# The NodeStore

[← Back to SHAMap and NodeStore: Data Persistence and State Management](/core-dev-bootcamp/module03.md)

***

### Introduction

Now that you understand SHAMap's in-memory structure and efficient algorithms, we turn to the critical question: **how do you persist this state?**

Without persistence, every validator restart requires replaying transactions from genesis—weeks of computation. With persistence, recovery takes minutes.

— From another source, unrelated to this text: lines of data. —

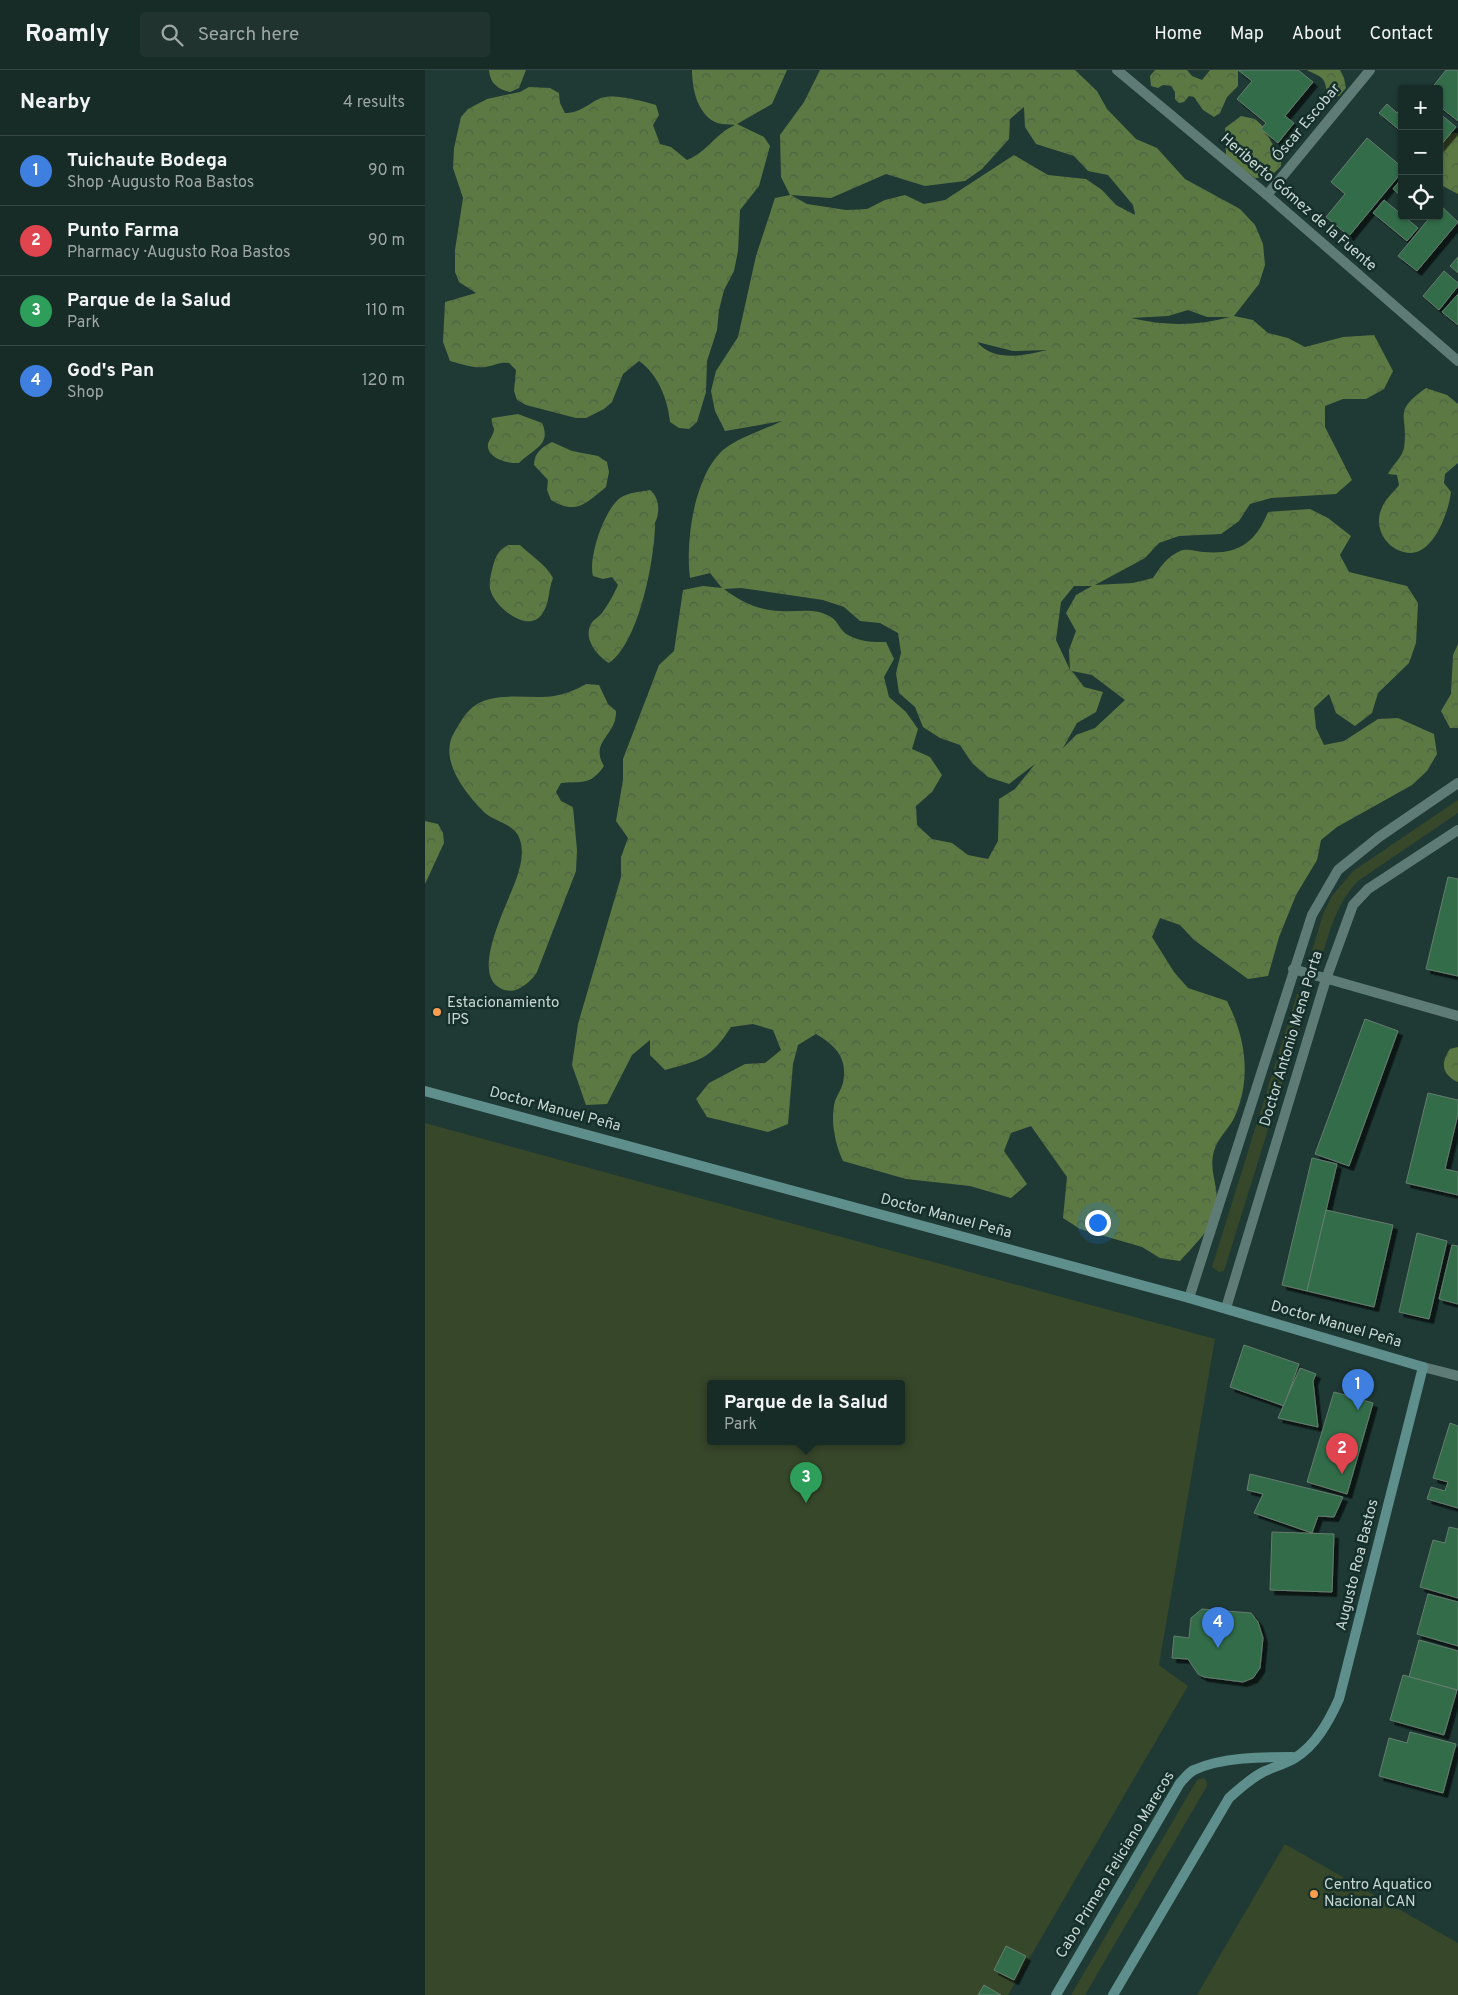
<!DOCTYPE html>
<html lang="en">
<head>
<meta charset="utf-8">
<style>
  body { margin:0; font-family:Overpass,sans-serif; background:#20332f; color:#f1f3f6 }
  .controls { position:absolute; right:15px; top:15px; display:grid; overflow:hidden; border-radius:5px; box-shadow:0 1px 4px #0004 }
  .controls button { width:45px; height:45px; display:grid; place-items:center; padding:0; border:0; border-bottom:1px solid #364744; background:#172b27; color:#f1f3f6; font:25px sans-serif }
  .you { position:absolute; left:672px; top:1152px; width:18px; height:18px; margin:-12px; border:4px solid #fff; border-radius:50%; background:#1a73e8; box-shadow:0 0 0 8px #1a73e833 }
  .badge { display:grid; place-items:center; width:32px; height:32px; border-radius:50%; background:#fa9f4f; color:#fff; font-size:16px; font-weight:700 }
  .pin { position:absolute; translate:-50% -41px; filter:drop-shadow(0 1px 2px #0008) }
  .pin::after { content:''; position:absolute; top:26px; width:18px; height:15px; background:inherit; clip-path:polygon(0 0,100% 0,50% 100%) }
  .popup { position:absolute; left:282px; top:1310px; width:198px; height:65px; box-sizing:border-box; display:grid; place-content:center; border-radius:5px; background:#172b27; filter:drop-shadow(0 1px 4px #0005); font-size:16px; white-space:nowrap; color:#9ea7a7 }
  .popup b { font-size:19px; color:#f1f3f6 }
  .popup::after { content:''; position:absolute; left:50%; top:100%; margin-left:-10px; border:10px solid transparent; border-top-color:#172b27 }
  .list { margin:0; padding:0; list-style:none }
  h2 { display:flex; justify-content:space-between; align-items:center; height:65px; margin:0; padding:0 20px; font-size:21px }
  h2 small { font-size:16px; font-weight:400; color:#9ea7a7 }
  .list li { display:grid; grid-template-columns:32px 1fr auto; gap:15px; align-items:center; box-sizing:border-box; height:70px; padding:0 20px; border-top:1px solid #364744 }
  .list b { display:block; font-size:19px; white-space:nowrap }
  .list p { margin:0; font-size:16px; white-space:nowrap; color:#9ea7a7 }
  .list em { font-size:16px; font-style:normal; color:#9ea7a7 }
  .icon { flex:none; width:28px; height:28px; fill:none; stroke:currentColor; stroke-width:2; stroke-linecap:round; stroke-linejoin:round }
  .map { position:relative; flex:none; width:1033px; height:1925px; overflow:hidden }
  header { display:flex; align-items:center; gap:30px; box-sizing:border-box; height:70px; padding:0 25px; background:#172b27; border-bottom:1px solid #364744 }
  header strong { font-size:24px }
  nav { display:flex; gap:28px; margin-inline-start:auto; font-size:18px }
  .search { width:350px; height:45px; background:#20332f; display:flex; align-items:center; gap:12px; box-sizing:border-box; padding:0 18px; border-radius:5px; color:#9ea7a7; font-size:19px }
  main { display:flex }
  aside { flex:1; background:#172b27 }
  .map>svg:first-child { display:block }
  .green { fill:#37472a; fill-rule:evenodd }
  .forest { fill:url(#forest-crowns); fill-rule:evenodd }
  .building { fill:#306c49; stroke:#677d6f; filter:url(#shadow) }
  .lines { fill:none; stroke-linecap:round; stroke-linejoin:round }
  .street { stroke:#5f7b75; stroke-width:10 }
  .secondary { stroke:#5e8f8d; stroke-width:10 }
  .poi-dot { fill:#fa9f4f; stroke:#152f2a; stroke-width:2 }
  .labels { text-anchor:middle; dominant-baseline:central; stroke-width:5; stroke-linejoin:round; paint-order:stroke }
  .street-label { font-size:15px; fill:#c8d7d3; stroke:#152f2a }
  .poi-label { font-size:15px; fill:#c8d7d3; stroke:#152f2a; text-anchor:start }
</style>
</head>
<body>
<header>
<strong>Roamly</strong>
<div class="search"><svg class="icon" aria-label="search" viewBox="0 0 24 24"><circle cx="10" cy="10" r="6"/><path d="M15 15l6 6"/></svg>Search here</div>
<nav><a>Home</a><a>Map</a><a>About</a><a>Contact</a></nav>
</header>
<main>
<aside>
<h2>Nearby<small>4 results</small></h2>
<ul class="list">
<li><span class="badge" style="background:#3f7fe0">1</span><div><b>Tuichaute Bodega</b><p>Shop · Augusto Roa Bastos</p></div><em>90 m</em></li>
<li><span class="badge" style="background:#e0444e">2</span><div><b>Punto Farma</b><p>Pharmacy · Augusto Roa Bastos</p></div><em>90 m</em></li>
<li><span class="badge" style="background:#2e9e5b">3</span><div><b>Parque de la Salud</b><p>Park</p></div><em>110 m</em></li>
<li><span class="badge" style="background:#3f7fe0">4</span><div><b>God's Pan</b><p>Shop</p></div><em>120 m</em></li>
</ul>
</aside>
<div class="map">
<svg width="1033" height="1925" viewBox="0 0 1033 1925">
  <defs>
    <pattern id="forest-crowns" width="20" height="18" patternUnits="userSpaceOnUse" patternTransform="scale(1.25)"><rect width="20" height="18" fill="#5c7944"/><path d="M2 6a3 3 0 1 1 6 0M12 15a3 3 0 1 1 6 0" fill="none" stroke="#4f6242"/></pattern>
    <filter id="shadow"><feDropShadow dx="4.5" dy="4.5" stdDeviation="0" flood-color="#0009"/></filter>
  </defs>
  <rect width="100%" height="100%" fill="#1f3934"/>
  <g class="green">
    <path d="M1033 730V743L933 811C913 832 906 856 898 883L893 885 887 881 898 844 907 826 928 801Z"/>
    <polygon points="878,922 882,924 884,928 799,1201 794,1202 787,1197 872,924"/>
    <path d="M0 1053 790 1269 734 1595 763 1616 583 1925H0ZM286 1314H476V1372H286Z"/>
    <polygon points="778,1708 781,1710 782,1716 660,1925 646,1925 772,1710"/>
    <polygon points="860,1774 1033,1873 1033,1925 772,1925"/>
  </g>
  <g class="forest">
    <path d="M64 0H101L94 18 85 22C72 19 65 13 64 0Z"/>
    <path d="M267 0H362L347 34 312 54 339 67 345 76 334 116 315 140 313 181 309 201 299 220 294 240 292 260 282 291 281 322 272 352 264 359 254 358 245 352C243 330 233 304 214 291L198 304 187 332 179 339 161 348H151L101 335 92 330 89 321 91 300 84 293C76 292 73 294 65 296 52 300 37 294 25 291L18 272 20 232 51 223 34 212 30 202V180L38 128 28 98 29 78 36 47 43 39 62 29 95 22 104 17 125 18 134 23 135 33 140 43C156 43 162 34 176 28 187 23 219 31 231 35L234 45 228 55 235 74 246 77 262 90C281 83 291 63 310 55 304 54 296 55 290 52 272 43 267 18 267 0Z"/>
    <path d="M395 0H650L672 21 682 39 711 69 732 78 760 109 815 139 830 155 838 174 840 195 834 214 809 246 828 250 843 263 863 268 880 277 918 267 949 265 968 301 959 319 941 329H918L900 336V357L927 410 911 424 846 428 825 434 814 451 796 464 754 466 734 473 720 488 670 515 708 513 728 508C736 496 742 487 755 481 761 478 771 481 778 482 812 485 830 474 843 442L885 439 903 448 926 466 915 485 924 502 982 516 993 533 991 573 984 593 953 623 947 643 930 656 911 643 904 624 889 638 891 658 899 675 919 671 953 649 973 648 1009 664 1012 684 1002 701 987 715 912 757 896 770 892 790 871 825 854 867 843 906 823 909 769 870 755 855 735 848 727 867 749 902 763 918 802 931C820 966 827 1008 810 1046 805 1058 793 1067 789 1081 785 1095 789 1106 791 1119 796 1152 775 1169 755 1191L735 1188 717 1177 655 1159 638 1148 642 1107 606 1056 586 1063 579 1081 602 1114 586 1128 545 1116 481 1109 418 1091C410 1074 405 1051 410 1031 412 1025 416 1020 418 1013 423 988 411 976 391 964L373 975 368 994 363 1054 343 1062 282 1047 271 1029 284 1013 320 994 340 993 356 980 348 960 328 954 306 957C285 990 275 990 240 1000L225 985V970L207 985 182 1034 161 1035 147 995 153 954 196 807V787L203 768 191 751 198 710V689L234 595 249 581 258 520 278 516 297 518 285 503 265 508C260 470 270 396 305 375 321 365 340 359 357 351L300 361 290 341 286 321 291 301 313 267 331 186 350 128 365 125 356 107 355 65 379 32ZM599 37 600 57 611 74 649 86 663 101 683 105 708 135 710 145 691 135 677 120 661 109 623 105 589 85 520 130 499 134 480 125 460 130 442 139 421 140 382 134 366 125 406 128 461 104 500 116 540 111 557 99 584 69 585 49ZM763 240 782 247H805C772 256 740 256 706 248L743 246ZM552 272 588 281 622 280C598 286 569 292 552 272ZM649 516H667L651 525 641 543 651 561 644 580 645 600 631 570 636 532ZM316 518 398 530 419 537 435 551 455 553 473 563 476 583 471 603 474 623 490 637 498 657 515 668 535 675 547 693 563 707 584 714 610 694 590 719 574 729 573 771 563 789 543 785 527 773 507 769 492 755 491 736 507 722 517 705 505 687 487 679 493 659 481 642 464 627 459 607 469 589 461 572C448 572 435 572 423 565 411 558 416 548 394 542 382 539 368 542 355 541 335 541 314 531 299 519ZM647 601 667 605 700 630 670 658 651 665 638 678 652 653 671 642 678 622 659 617Z"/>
    <polygon points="730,0 762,0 767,6 777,10 785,0 813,0 813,16 802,27 795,43 789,47 778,40 769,27 764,26 759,32 754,33 750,29 750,22 746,16 738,15 733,18 726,16 725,6"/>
    <path d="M882 0H915L919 8 921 18 914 26H905C900 21 902 17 899 11 897 6 887 3 882 0Z"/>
    <path d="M816 46 830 49 842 60C843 74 858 81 856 96L845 107 830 108 801 87 800 58Z"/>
    <polygon points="1028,63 1033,63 1033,124 1014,114 1014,70"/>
    <path d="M1001 318 1022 325 1033 334V393L1020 404 1019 413 1026 422C1024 440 1010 482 986 483 964 483 948 460 956 440 959 430 968 423 974 415L972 405 963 404C967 395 977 388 979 378 984 344 966 343 1001 318Z"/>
    <path d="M93 344 117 353C127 375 108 379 94 393 83 394 61 388 63 374 64 369 69 365 69 359 68 355 66 353 67 348Z"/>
    <path d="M127 372 147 381 173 386 182 392 184 402 181 417C160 434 152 445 126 430L122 420 123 410 109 395C109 383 117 377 127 372Z"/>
    <path d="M225 420C235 428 235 443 230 453 230 488 214 573 184 593 171 585 156 566 168 551 171 548 175 546 177 543 183 535 189 524 193 515L187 507 178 509 168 506C163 488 179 440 195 428 204 422 216 422 225 420Z"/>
    <path d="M83 475H95C107 487 120 493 128 508 123 520 125 533 117 544 104 564 71 538 66 522 63 514 66 504 68 496 71 485 74 480 83 475Z"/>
    <polygon points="1033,574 1033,658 1025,658 1016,641 1026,624 1028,585"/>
    <path d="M161 614 174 615 183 634 191 641C192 666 164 671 179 696 165 716 157 711 136 713L131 722 136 731 148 737 152 780 151 801 112 902C107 910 101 915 93 919 87 922 81 921 75 918 43 901 89 824 94 800 97 791 98 778 95 770 91 754 70 752 60 743 41 724 12 689 30 661 35 653 40 643 48 637 69 620 104 630 129 626 140 624 151 620 161 614Z"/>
    <polygon points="0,751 13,754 18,763 19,773 0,814"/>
    <path d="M1033 977V1012C1017 1005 1015 993 1025 979Z"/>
  </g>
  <g class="building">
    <polygon points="813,0 873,0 888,12 860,46 869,53 853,73 836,59 841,53 812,29 827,11"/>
    <polygon points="1021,0 1033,0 1033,51 1014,36 1014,19 1006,19"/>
    <polygon points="962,34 972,43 977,37 977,62 954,43"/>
    <polygon points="1014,43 1031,57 1014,77"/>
    <polygon points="942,68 977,97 977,102 924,166 901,147 920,124 906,112"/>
    <polygon points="977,108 977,127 968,119"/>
    <polygon points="959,130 993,158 982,171 948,143"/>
    <polygon points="1015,135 1033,152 992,201 973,186 1006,146 1014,146"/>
    <polygon points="1033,187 1033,203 1025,196"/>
    <polygon points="1019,201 1033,213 1033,216 1014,240 998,226"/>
    <polygon points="1033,224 1033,255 1017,242"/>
    <polygon points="1023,807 1033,809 1033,906 1001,899"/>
    <polygon points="940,949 973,961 924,1096 890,1084"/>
    <polygon points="1003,1023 1033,1030 1033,1044 1020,1099 1033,1102 1033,1125 981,1113"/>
    <polygon points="887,1088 912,1094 882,1221 857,1215"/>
    <polygon points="901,1140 968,1155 949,1237 882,1221"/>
    <polygon points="992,1163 1022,1171 1004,1249 974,1242"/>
    <polygon points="1027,1175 1033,1176 1033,1234 1014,1229"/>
    <polygon points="819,1275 874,1294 859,1336 805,1317"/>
    <polygon points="875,1298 891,1304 888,1311 893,1357 853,1348"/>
    <polygon points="909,1322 948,1333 922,1424 882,1412"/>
    <polygon points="1025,1353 1033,1356 1033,1438 1002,1429 1006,1417 1020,1421 1023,1412 1008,1408"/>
    <polygon points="825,1404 918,1427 909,1447 893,1446 887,1463 829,1443 838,1424 822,1420"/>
    <polygon points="1024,1457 1033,1459 1033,1528 995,1517 1008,1470 1020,1473"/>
    <polygon points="847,1462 909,1464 907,1522 845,1520"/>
    <polygon points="1003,1524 1033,1532 1033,1576 992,1564"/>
    <polygon points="777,1539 826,1543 833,1552 838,1568 835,1598 828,1608 818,1612 779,1607 773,1604 763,1589 747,1588 749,1566 764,1568 766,1548"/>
    <polygon points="994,1570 1033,1581 1033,1620 984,1607"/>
    <polygon points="978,1605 1032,1620 1019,1665 965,1650"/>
    <polygon points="985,1662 1031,1674 1018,1723 954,1706 964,1668 982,1673"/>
    <polygon points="581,1876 601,1886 589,1910 569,1900"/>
    <polygon points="559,1915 576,1925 553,1925"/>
  </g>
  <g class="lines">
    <g class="street">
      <polyline points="692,0 842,125 1033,291"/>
      <polyline points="842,125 945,0"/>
      <polyline points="868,899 1033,946"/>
      <polyline points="764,1228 887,845 913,800 954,767 1033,713"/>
      <polyline points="801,1238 901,909 928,835 943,819 1033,760"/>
      <polyline points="998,1297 1033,1306"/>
    </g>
    <g class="secondary">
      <path d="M0 1021 764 1228 998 1297 914 1629C904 1651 891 1675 870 1688 860 1694 848 1697 838 1702 825 1709 815 1718 804 1728L688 1925"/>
      <path d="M631 1925 755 1713C759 1709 764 1702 769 1700 797 1687 837 1687 867 1687"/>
    </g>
  </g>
  <g class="poi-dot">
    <circle cx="12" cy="942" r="5"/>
    <circle cx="889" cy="1824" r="5"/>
  </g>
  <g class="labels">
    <g class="street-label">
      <text transform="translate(882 53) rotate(-50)">Óscar Escobar</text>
      <text transform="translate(873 133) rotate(41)">Heriberto Gómez de la Fuente</text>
      <text transform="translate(867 969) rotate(-73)">Doctor Antonio Mena Porta</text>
      <text transform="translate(130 1040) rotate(15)">Doctor Manuel Peña</text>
      <text transform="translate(521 1147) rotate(15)">Doctor Manuel Peña</text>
      <text transform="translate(911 1255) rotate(16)">Doctor Manuel Peña</text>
      <text transform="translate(933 1495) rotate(-76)">Augusto Roa Bastos</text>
      <text transform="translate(691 1795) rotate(-59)">Cabo Primero Feliciano Marecos</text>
    </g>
    <g class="poi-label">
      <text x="22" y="933">Estacionamiento<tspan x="22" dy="17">IPS</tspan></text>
      <text x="899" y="1815">Centro Aquatico<tspan x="899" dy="17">Nacional CAN</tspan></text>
    </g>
  </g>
</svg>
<div class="controls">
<button>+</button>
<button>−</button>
<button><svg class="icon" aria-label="locate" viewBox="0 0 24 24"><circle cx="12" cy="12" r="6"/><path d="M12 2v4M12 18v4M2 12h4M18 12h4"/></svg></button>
</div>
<div class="you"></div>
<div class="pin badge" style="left:933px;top:1340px;background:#3f7fe0">1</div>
<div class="pin badge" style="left:917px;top:1404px;background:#e0444e">2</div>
<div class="pin badge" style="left:381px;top:1433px;background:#2e9e5b">3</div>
<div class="popup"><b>Parque de la Salud</b>Park</div>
<div class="pin badge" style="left:793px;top:1578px;background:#3f7fe0">4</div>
</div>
</main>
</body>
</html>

But persistence introduces challenges:

* **Scale**: Millions of nodes, gigabytes of data
* **Performance**: Database queries are 1000x slower than memory access
* **Flexibility**: Different operators need different storage engines
* **Reliability**: Data must survive crashes without corruption

The NodeStore solves all these problems through elegant abstraction and careful design.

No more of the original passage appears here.